Students at the University of Texas at Austin have found a reengineered GIS in Water Resources class this fall. The GIS class, which was first offered by Dr. David Maidment in 1996, has changed the way that the information is accessed; replacing zip files and organization web pages by the Esri landscape services.
The students work with the San Marcos River located north of San Antonio, TX as a study case. They used the “Watershed delineation tool” to get the river basin and the “USA Soils Available Water Storage” layer to analyze the mean soil water storage per subwatershed.
The students were also extracting NHDplus data directly within ArcGIS desktop using the “USA_NHDPlusV2” map service. The students also used the “Profile” geoprocessing service and the “Elevation” image service to easily plot the elevation profile of the main channel in the basin. In one of the exercises, the students are looking on the influence of the San Marcos springs on the mean annual flow in the river reaches.
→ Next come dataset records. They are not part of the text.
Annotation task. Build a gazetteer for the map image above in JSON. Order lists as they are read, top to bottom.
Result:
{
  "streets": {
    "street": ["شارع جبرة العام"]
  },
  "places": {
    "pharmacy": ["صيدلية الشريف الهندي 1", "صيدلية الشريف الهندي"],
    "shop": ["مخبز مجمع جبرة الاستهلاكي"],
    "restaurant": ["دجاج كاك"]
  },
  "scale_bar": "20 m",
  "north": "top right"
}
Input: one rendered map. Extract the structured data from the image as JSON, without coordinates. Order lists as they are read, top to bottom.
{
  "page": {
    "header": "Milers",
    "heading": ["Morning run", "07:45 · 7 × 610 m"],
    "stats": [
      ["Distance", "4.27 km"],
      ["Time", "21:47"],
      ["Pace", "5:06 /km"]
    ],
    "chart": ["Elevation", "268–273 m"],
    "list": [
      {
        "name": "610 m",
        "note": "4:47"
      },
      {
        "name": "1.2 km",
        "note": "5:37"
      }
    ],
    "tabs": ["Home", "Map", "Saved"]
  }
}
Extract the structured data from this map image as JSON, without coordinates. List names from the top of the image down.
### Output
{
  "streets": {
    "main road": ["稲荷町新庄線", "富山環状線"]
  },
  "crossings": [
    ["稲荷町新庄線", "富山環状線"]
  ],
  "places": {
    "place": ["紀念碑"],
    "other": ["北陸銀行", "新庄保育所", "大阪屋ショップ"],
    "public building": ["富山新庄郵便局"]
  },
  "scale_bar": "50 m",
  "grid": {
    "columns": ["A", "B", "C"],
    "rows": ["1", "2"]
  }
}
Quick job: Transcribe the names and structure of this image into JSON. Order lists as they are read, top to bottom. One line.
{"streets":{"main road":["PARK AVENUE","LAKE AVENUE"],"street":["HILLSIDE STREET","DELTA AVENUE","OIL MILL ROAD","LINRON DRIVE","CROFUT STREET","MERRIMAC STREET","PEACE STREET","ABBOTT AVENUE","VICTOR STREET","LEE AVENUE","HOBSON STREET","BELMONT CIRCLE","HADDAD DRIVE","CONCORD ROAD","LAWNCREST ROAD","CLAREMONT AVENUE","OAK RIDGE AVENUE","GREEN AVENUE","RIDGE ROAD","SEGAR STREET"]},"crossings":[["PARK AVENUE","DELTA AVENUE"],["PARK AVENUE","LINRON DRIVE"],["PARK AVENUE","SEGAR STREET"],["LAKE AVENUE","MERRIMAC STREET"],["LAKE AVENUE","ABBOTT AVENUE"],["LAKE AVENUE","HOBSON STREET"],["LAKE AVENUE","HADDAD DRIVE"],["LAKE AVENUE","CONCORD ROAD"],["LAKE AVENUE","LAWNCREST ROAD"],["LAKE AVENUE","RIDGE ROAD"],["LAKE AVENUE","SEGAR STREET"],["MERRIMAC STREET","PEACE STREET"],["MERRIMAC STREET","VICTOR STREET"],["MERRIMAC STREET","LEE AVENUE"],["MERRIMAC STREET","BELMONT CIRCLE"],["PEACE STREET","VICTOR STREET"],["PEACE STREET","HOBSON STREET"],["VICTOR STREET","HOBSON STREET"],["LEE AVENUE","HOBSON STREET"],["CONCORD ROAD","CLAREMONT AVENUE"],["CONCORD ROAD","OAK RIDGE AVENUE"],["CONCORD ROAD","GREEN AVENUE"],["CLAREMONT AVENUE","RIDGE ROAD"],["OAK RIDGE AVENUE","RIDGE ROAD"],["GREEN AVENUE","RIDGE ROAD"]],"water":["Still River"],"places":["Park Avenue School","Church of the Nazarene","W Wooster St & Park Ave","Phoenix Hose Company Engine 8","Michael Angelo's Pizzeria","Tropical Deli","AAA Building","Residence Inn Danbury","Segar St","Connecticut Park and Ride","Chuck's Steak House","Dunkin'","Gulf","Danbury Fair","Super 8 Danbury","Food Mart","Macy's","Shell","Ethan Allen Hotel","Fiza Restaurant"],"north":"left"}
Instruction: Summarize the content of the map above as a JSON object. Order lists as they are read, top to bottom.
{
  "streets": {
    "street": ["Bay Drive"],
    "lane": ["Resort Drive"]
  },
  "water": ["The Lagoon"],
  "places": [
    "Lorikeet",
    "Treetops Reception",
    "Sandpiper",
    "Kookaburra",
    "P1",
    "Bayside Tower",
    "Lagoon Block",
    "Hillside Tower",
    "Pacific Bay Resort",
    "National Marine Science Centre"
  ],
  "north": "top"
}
This new approach allows the students to get reliable information quickly within a single system: ArcGIS; taking advantages of several of its platforms: desktop, online, and server. The main benefit is that now the students spend more time in the understanding of the hydrologic features rather on how to get data.
The tight link between geography, hydrology, and natural resources within ArcGIS have empowered the water resources field, providing new analysis capabilities and easing the data access. For more information, visit the Esri landscape services page or the GIS in Water Resources web page where you can find the exercises and lectures presentations.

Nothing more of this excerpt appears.